● **ABOUT THIS EXERCISE**: The lines from the start of the data through the line with "display:flex; gap:14px; margin-top:auto;" are to be returned verbatim; all later lines are to be omitted.

● **PROVIDED MATERIAL**:
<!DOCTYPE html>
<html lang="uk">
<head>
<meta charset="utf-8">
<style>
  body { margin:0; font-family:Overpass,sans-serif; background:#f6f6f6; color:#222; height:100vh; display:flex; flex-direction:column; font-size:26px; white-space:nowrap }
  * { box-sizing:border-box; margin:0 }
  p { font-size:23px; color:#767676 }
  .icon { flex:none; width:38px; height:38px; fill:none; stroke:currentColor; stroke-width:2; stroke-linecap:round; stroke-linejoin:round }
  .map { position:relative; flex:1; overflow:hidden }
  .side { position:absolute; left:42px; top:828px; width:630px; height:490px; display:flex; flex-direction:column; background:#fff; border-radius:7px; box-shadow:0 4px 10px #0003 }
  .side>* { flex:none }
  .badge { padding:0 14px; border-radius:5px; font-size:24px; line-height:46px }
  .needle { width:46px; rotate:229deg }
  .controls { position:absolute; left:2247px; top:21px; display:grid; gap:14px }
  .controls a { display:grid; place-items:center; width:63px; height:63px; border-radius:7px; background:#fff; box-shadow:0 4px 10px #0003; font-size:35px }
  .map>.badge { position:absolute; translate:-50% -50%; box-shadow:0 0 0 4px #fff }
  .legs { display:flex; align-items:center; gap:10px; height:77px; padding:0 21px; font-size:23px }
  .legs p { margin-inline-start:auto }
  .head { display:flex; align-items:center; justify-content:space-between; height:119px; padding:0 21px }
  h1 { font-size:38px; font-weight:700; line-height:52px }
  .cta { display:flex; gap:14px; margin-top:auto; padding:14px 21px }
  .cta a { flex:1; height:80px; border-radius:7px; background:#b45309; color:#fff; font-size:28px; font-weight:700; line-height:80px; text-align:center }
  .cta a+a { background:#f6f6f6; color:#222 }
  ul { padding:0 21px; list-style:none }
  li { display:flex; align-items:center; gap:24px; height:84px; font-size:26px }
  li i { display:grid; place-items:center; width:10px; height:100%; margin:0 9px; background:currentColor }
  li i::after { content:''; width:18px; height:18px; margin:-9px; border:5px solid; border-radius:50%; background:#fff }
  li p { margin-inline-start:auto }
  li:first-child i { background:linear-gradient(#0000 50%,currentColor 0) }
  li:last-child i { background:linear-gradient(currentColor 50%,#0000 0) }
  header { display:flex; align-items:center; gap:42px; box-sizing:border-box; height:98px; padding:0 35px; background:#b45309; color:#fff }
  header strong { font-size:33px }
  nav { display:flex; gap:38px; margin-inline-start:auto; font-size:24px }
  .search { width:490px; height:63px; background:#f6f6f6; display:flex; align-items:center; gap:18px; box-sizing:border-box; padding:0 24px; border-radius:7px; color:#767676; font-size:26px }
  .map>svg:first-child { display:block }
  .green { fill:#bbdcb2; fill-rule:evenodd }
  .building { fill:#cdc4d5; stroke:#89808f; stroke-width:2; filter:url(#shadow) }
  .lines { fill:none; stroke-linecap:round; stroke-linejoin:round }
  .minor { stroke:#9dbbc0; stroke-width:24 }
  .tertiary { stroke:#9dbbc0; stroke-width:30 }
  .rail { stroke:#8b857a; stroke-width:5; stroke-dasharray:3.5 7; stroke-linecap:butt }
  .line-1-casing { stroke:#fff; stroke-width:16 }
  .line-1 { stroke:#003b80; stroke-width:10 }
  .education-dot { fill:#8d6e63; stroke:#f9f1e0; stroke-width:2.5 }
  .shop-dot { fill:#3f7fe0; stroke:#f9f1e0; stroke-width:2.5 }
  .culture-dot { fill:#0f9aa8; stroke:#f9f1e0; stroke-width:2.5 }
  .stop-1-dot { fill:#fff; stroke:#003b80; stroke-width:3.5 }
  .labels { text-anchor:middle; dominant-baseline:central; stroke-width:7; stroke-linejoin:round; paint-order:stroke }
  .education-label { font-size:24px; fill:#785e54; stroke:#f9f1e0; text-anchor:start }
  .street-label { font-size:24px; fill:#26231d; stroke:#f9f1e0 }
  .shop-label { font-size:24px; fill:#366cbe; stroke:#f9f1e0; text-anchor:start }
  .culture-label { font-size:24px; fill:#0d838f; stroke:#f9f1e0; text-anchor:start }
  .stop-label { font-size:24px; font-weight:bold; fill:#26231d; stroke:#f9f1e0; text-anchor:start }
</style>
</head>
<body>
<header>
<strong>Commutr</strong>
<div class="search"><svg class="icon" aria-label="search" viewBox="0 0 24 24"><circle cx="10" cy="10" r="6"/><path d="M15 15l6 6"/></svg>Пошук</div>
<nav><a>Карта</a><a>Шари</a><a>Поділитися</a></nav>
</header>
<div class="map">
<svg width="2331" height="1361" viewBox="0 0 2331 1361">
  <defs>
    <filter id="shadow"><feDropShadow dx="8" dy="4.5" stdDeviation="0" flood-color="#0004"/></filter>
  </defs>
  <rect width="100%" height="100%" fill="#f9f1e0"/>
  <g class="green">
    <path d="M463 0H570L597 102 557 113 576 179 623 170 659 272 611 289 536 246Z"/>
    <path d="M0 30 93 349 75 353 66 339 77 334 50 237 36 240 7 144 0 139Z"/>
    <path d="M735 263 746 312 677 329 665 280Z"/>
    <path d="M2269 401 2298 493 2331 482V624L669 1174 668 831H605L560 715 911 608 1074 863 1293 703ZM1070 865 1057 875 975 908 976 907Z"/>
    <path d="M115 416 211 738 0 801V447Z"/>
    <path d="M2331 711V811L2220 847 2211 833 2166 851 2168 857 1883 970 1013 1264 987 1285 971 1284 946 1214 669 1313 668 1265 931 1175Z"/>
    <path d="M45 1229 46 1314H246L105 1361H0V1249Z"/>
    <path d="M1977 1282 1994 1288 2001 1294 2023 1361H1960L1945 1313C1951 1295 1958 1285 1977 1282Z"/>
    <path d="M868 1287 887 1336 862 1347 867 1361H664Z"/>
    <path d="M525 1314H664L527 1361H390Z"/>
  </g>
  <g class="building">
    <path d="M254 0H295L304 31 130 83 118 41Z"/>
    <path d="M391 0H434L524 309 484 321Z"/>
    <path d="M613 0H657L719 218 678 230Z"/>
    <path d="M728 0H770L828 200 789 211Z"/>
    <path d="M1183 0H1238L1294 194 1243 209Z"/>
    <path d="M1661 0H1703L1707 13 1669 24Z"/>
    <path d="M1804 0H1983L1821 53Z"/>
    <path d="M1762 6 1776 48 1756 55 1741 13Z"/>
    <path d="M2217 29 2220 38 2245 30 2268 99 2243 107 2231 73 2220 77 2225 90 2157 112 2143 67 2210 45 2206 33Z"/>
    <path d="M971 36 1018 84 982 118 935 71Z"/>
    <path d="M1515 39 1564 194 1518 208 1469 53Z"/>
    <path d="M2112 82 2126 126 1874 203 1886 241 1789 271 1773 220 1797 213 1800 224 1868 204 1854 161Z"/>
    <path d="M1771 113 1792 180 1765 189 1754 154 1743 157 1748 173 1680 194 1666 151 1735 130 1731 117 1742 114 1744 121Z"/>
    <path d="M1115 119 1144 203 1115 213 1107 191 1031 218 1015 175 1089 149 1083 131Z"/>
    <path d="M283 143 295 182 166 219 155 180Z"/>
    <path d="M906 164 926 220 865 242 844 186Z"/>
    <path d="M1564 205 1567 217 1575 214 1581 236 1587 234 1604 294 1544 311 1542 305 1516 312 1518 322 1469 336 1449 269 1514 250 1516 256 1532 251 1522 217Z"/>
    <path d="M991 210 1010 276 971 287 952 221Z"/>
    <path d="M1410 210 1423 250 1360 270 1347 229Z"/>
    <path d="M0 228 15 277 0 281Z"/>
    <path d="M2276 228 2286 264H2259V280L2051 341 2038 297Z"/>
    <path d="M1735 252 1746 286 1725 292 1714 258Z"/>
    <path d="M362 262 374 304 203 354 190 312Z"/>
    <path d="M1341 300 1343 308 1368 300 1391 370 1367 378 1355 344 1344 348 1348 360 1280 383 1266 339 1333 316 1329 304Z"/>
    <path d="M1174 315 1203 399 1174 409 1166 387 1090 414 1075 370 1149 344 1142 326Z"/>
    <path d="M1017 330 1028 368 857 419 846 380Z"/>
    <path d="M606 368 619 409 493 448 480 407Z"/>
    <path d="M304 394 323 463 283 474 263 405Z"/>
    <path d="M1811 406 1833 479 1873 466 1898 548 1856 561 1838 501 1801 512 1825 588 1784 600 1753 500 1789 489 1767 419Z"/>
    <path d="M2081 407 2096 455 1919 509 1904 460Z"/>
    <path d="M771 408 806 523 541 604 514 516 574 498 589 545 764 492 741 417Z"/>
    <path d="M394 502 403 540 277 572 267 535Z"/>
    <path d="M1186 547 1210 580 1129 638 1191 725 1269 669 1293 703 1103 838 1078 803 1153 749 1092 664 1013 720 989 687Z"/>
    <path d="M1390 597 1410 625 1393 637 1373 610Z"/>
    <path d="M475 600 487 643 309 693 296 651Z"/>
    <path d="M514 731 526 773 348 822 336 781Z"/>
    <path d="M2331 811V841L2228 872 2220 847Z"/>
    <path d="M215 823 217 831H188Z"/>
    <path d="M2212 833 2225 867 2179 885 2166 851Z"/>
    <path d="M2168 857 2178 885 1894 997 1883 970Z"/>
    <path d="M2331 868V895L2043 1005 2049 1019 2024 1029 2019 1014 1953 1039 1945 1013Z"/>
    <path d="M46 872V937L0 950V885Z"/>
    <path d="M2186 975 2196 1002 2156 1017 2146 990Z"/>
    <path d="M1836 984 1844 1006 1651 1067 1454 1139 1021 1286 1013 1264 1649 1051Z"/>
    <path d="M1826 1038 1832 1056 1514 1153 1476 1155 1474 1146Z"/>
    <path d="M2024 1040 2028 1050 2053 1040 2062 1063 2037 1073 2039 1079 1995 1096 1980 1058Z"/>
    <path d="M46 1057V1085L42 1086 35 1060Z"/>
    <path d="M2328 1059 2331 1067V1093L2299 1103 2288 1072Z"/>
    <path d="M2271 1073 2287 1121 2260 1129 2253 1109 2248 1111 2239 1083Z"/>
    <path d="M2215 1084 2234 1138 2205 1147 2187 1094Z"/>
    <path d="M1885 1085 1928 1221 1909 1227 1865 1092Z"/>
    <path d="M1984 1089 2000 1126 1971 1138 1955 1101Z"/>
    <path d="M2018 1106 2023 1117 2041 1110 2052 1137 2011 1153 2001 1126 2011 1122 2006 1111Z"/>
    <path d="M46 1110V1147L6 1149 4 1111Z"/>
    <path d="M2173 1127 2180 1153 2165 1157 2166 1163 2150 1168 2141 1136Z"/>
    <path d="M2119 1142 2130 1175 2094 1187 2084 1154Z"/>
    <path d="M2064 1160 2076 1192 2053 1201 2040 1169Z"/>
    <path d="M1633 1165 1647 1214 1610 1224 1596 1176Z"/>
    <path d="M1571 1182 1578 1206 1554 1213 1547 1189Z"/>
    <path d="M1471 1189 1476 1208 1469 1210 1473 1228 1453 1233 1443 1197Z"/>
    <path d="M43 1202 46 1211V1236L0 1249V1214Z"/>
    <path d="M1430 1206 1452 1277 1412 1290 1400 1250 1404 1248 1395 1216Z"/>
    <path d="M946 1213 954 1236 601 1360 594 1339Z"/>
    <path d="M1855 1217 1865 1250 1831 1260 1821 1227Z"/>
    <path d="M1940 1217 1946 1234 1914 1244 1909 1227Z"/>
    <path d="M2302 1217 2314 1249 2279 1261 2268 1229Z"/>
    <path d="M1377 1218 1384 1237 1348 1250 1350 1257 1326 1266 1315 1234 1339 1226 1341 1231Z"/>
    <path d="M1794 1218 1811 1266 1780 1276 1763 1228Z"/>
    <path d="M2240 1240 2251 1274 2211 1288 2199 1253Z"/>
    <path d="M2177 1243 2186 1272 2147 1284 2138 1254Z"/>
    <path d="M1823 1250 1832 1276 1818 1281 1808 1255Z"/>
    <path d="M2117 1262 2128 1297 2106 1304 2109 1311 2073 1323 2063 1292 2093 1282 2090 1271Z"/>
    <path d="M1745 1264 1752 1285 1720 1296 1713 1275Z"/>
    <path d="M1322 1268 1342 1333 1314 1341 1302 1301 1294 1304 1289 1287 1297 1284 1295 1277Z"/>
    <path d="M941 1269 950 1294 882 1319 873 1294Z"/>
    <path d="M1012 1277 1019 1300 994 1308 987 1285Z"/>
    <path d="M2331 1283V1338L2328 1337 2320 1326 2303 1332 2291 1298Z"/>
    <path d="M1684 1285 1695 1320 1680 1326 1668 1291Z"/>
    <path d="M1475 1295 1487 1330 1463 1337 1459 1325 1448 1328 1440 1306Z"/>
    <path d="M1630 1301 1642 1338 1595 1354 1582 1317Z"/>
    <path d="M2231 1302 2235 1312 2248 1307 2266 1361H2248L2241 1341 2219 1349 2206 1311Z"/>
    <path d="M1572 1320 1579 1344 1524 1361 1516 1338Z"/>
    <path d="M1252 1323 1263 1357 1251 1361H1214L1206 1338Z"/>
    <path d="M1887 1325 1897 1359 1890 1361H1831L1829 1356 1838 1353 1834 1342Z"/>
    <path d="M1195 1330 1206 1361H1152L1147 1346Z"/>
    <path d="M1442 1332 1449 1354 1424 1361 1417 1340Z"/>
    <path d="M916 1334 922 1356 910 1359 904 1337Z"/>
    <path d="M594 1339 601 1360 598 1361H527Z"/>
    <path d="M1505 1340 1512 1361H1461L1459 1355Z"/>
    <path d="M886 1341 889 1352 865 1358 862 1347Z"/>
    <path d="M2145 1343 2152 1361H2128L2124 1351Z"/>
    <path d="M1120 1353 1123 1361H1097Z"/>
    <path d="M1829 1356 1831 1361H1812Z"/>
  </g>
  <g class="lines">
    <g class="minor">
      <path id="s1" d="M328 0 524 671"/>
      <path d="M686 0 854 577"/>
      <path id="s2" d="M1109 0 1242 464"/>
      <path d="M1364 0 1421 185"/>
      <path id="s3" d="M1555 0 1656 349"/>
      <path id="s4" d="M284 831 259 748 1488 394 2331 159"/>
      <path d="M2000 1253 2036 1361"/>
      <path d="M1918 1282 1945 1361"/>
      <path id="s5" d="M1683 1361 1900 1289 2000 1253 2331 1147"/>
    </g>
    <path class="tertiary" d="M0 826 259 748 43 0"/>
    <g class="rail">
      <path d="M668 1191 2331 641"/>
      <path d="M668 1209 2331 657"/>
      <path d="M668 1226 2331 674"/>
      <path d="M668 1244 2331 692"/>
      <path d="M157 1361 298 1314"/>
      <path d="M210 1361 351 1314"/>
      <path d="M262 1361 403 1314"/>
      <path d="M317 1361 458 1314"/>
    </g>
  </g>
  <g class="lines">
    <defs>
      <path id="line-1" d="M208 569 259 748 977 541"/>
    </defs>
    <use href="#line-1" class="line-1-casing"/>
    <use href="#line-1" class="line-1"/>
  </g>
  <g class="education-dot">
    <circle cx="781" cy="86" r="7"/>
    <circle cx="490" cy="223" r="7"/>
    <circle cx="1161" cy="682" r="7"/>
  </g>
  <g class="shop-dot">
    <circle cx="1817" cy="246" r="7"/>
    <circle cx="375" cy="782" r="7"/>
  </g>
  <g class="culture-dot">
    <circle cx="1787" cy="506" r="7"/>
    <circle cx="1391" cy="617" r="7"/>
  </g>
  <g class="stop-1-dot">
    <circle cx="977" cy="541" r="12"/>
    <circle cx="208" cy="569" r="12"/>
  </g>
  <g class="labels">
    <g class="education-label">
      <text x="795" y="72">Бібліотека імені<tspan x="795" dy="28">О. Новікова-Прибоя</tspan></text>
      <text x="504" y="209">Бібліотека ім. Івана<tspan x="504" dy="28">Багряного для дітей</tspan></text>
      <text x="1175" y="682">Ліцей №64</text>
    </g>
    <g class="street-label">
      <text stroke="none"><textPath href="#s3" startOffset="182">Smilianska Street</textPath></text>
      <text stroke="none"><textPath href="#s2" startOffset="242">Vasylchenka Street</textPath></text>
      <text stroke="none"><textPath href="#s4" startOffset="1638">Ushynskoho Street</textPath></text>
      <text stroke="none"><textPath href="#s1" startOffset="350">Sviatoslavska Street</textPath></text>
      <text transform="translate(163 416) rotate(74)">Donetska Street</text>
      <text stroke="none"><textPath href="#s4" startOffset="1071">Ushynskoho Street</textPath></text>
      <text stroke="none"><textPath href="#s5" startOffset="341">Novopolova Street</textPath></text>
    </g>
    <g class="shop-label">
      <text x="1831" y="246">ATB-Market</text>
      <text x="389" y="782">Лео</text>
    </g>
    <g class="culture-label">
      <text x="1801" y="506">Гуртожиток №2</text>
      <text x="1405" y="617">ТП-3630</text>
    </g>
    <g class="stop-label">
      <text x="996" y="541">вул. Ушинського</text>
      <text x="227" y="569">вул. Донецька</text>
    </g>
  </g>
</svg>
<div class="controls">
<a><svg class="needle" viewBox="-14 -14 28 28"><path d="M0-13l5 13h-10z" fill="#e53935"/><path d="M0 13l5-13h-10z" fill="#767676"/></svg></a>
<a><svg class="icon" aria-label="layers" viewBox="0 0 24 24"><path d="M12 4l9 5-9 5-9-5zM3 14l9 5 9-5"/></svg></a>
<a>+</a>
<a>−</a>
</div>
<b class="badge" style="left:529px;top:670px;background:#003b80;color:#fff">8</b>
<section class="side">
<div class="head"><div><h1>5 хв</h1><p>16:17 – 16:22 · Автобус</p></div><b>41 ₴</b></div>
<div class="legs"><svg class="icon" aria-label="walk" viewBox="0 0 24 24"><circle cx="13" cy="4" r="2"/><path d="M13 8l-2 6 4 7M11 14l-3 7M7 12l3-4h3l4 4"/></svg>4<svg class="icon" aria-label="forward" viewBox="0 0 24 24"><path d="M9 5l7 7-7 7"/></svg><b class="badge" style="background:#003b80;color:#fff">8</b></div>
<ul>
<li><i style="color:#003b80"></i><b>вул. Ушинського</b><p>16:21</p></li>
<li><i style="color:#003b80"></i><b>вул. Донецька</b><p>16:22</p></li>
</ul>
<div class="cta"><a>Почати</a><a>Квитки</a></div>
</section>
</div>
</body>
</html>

● **RESULT**:
<!DOCTYPE html>
<html lang="uk">
<head>
<meta charset="utf-8">
<style>
  body { margin:0; font-family:Overpass,sans-serif; background:#f6f6f6; color:#222; height:100vh; display:flex; flex-direction:column; font-size:26px; white-space:nowrap }
  * { box-sizing:border-box; margin:0 }
  p { font-size:23px; color:#767676 }
  .icon { flex:none; width:38px; height:38px; fill:none; stroke:currentColor; stroke-width:2; stroke-linecap:round; stroke-linejoin:round }
  .map { position:relative; flex:1; overflow:hidden }
  .side { position:absolute; left:42px; top:828px; width:630px; height:490px; display:flex; flex-direction:column; background:#fff; border-radius:7px; box-shadow:0 4px 10px #0003 }
  .side>* { flex:none }
  .badge { padding:0 14px; border-radius:5px; font-size:24px; line-height:46px }
  .needle { width:46px; rotate:229deg }
  .controls { position:absolute; left:2247px; top:21px; display:grid; gap:14px }
  .controls a { display:grid; place-items:center; width:63px; height:63px; border-radius:7px; background:#fff; box-shadow:0 4px 10px #0003; font-size:35px }
  .map>.badge { position:absolute; translate:-50% -50%; box-shadow:0 0 0 4px #fff }
  .legs { display:flex; align-items:center; gap:10px; height:77px; padding:0 21px; font-size:23px }
  .legs p { margin-inline-start:auto }
  .head { display:flex; align-items:center; justify-content:space-between; height:119px; padding:0 21px }
  h1 { font-size:38px; font-weight:700; line-height:52px }
  .cta { display:flex; gap:14px; margin-top:auto; padding:14px 21px }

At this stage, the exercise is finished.